Even tough guys can get in the Christmas spirit – or at least the wife, girlfriend, or kids will get you there when it comes to putting up that traditional Christmas tree. Whether you’re looking for some foliage only smaller than a redwood, or maybe your tastes are more modest, chopping down your own Christmas tree can add to the season. And the entire at least requires a bit of testosterone.
However, getting that perfect tree from the forest to the living room may require some work. Here’s a look at how to chop down the perfect Christmas tree, which may also please the spouse and little ones expecting some deliveries from St. Nick in this critical area.
Obviously, any Christmas-cutting Santa can’t just go out to the nearest city park and start hacking away. Make sure you have permission to cut down a tree. No one wants to be caught green-handed and get the gift of a trespassing citation.

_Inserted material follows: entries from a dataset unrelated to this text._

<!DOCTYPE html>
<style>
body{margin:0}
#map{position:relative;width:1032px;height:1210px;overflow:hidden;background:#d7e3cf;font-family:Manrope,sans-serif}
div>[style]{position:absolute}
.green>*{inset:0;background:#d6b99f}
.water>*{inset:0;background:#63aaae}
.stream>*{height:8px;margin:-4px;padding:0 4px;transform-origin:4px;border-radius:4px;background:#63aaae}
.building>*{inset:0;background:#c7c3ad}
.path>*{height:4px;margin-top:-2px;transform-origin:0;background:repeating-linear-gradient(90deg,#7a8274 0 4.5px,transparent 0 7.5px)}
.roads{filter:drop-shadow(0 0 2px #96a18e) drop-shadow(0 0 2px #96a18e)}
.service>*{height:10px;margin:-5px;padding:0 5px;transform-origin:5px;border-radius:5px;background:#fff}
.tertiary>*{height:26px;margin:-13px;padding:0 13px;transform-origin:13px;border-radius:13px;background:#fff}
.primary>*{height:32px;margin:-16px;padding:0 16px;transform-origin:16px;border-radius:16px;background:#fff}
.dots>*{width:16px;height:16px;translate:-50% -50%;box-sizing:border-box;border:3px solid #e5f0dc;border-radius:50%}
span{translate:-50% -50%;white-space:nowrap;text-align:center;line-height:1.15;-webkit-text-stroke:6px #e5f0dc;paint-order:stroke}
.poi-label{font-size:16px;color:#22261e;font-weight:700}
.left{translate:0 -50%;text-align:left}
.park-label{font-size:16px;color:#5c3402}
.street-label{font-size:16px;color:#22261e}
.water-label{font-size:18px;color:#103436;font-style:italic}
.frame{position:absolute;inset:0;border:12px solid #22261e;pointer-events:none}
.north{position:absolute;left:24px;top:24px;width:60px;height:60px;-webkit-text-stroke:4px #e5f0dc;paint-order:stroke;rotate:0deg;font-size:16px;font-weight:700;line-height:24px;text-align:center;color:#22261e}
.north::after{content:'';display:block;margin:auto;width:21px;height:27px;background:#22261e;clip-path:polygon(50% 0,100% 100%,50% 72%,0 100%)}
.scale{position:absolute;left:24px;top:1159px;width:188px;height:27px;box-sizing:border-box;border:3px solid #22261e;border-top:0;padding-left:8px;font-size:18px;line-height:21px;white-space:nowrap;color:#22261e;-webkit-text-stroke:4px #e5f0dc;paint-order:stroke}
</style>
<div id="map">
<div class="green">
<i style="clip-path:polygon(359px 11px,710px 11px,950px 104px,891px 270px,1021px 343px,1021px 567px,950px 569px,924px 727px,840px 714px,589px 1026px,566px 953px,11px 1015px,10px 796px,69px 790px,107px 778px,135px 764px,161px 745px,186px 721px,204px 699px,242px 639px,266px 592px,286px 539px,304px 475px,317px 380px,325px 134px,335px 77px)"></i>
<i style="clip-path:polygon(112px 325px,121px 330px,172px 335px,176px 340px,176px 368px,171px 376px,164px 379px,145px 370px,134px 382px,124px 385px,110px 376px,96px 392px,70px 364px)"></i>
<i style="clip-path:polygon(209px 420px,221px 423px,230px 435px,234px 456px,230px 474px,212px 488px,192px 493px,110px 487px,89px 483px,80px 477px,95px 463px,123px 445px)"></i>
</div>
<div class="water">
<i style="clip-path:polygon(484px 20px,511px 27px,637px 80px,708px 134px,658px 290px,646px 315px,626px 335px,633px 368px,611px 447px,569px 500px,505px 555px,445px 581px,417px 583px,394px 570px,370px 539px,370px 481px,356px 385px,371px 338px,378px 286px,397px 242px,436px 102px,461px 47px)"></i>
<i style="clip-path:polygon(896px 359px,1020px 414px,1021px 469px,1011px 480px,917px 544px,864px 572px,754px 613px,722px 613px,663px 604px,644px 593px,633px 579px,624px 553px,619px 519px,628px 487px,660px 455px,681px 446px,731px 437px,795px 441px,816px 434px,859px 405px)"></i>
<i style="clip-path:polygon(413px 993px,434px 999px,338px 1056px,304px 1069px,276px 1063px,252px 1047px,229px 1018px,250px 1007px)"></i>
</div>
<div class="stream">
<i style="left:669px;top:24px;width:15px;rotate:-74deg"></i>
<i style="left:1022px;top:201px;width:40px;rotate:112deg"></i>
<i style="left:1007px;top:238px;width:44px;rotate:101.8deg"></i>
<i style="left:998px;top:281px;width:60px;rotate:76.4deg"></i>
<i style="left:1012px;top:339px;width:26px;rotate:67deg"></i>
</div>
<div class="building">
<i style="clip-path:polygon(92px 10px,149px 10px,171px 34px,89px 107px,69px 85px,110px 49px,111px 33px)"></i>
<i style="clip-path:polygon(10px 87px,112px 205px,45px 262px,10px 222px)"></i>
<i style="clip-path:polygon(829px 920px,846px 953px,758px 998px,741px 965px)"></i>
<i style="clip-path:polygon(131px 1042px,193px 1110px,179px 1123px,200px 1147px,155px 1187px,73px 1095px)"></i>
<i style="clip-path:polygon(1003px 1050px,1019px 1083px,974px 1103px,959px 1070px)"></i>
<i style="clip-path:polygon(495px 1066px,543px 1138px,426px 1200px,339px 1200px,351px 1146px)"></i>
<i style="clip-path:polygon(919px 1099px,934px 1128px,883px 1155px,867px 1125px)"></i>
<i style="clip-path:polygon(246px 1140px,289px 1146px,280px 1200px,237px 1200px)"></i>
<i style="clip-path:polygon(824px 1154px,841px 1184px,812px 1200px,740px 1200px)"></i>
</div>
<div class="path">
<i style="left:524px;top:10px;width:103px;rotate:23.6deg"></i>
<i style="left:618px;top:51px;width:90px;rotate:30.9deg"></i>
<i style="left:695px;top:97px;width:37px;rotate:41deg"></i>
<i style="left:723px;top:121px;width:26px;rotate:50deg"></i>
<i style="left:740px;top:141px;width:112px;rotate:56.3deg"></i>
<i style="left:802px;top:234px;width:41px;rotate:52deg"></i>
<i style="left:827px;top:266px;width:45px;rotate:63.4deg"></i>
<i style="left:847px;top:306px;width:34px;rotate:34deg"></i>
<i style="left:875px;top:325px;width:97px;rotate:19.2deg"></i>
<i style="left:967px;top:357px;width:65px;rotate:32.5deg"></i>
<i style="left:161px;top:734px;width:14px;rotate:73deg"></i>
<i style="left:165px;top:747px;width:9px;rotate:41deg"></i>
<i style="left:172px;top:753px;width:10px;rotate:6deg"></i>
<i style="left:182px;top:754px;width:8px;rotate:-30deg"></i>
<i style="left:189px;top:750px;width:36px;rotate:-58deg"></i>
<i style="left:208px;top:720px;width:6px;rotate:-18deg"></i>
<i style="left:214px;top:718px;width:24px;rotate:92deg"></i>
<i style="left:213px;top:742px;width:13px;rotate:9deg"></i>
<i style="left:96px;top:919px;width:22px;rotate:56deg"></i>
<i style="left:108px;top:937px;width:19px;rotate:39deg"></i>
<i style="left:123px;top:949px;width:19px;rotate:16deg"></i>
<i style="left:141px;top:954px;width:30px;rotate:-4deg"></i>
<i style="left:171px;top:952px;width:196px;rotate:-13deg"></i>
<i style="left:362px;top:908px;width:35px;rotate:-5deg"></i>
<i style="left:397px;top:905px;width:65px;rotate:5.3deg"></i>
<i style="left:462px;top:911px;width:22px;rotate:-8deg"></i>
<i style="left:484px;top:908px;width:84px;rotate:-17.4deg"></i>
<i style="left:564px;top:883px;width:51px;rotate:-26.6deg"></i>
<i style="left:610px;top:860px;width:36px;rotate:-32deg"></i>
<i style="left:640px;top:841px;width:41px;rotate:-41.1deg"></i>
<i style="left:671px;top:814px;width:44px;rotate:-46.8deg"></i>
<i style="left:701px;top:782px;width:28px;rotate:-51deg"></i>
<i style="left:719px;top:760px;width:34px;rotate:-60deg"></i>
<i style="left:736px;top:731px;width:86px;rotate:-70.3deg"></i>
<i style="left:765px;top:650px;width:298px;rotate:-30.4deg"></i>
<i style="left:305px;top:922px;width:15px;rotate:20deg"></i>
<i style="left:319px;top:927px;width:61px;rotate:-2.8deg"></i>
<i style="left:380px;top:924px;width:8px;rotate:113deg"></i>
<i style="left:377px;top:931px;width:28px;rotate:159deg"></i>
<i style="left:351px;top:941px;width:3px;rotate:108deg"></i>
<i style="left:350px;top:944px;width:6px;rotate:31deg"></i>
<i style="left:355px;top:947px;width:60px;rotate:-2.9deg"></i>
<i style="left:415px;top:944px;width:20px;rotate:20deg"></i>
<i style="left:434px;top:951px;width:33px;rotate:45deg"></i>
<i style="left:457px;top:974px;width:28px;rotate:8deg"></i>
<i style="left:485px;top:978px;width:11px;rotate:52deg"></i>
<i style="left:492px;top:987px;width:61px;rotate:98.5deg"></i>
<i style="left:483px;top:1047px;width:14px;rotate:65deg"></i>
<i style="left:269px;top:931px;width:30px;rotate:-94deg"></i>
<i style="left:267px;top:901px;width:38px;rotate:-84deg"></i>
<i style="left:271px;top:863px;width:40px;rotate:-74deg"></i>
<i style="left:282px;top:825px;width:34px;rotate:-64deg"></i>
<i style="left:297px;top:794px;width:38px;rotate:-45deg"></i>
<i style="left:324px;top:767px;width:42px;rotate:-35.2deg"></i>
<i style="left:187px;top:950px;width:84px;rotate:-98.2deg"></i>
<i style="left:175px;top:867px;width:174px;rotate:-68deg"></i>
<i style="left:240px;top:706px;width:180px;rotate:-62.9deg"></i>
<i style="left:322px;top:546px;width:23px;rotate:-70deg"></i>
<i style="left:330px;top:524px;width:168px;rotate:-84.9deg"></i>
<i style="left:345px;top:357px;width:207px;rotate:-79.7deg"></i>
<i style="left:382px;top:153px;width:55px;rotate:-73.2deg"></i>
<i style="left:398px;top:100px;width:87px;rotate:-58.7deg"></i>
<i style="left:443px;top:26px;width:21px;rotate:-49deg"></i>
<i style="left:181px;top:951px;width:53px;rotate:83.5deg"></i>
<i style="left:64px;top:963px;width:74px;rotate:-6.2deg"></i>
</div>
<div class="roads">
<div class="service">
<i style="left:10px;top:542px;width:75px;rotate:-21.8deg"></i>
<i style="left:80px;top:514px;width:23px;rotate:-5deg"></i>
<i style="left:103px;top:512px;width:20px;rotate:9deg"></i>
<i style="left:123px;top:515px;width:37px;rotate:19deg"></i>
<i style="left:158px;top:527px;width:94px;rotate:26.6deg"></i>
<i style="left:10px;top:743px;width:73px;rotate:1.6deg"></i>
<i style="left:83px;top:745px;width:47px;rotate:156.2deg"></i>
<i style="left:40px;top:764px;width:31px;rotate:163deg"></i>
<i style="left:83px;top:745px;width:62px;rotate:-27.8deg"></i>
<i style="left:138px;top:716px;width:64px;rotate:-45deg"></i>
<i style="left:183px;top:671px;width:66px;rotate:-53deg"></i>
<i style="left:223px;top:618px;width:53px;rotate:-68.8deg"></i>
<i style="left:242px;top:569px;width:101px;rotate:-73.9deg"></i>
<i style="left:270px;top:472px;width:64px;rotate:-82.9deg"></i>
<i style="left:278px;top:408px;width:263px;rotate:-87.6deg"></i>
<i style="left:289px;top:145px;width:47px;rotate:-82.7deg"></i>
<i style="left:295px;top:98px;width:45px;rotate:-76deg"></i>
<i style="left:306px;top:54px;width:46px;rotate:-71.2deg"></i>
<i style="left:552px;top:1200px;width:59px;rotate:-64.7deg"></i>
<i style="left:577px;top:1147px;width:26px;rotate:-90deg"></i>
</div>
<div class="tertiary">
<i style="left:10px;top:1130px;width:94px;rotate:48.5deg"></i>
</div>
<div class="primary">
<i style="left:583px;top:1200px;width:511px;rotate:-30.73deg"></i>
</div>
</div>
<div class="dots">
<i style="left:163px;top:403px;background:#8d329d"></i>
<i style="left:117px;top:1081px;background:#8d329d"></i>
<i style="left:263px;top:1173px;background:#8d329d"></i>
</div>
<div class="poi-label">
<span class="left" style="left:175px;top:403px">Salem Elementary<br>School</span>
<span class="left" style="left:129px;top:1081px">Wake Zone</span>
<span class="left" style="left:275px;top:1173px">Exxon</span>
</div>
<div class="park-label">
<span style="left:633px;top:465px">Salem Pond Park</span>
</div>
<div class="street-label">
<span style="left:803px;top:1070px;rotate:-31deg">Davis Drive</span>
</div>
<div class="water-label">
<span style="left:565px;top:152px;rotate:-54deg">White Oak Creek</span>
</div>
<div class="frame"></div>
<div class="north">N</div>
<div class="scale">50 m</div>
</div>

A friend or relative with some land in the country is probably a better choice. Some Christmas tree vendors also allow customers to chop down their own trees right on-site. This offers quite a merry way to get the job done, and the tree lot vendors will often help with branch binding and loading up.
Some national and state parks have programs allowing locals to chop down one tree yearly. For example, New Mexico’s Lincoln National Forest allows locals to hike into the woods and take that perfect tree home for about ten bucks.
If you’re participating in one of these programs, stay in the appropriate areas and follow guidelines. But trekking off into a national forest for that perfect piece of greenery can be quite a Christmas adventure.
No one wants a tree as large as Clark Griswold scoped out. Branches breaking windows leads to some extra home repair that is anything but the best Christmas ever.
Get out the tape measure and go full Tim “The Tool Man” Taylor (or maybe Al Borland would be better) when planning for your tree size requirements. Leave plenty of room and take a pic with your phone to help visualize your magical winter tree selection.
When it comes to types of trees, some of the most common trees are various species of fir, spruce, or pine. Your selection will depend on what grows in your region, and selecting a healthy tree is also essential.
“Choose a healthy tree by feeling the branches,” HGTV notes. “Needles should be pliable and stay in place when touched.”
The tree trunk should have a slight stickiness to it. Also, bend a needle in half to check its pliability. Fresh firs will snap, and pines shouldn’t break. Even Cousin Eddie could pick out a grand Christmas tree with little analysis.
Christmas Vacation may be the perfect holiday family film, but no one wants to be out in the middle of the snowy woods without a saw to chop down the tree. Thinking ahead may help you avoid embarrassing regrets – or having to pull a Griswold and dig that perfect fir out by the roots.
So make sure that a traditional hand saw or chainsaw is ready to go. Chainsaw owners would be wise to ensure the tool is gassed up and oiled. Gloves and some safety glasses are a good idea too. The act of then cutting down the tree is pretty simple.
A piece of cardboard can help when laying or stooping down for that perfect cut, especially if it’s been raining or snowing. Saw at the base of the trunk and try to make as straight of a cut as possible. A standing friend can hold the tree and keep it from falling over and possibly breaking branches or landing on your cranium.
Once you’ve chopped down the Christmas tree, remove any excess branches right near the base. Some sturdy twine or wire can then bind the branches upward to help transport the tree to that perfect spot back home. Christmas presents will soon be loaded under your lush sapling. Will it be a new necktie or box of chocolate-covered cherries from the kids this year?
Now that the tree is chopped down and made home, making sure it actually survives through the holidays is critical. Keep the tree watered so it lasts longer and stays in excellent shape.
Use a reservoir-style tree stand. Bob Villa recommends “fill the stand with one quart of cool tap water for each inch of the stem within two hours of getting it home.”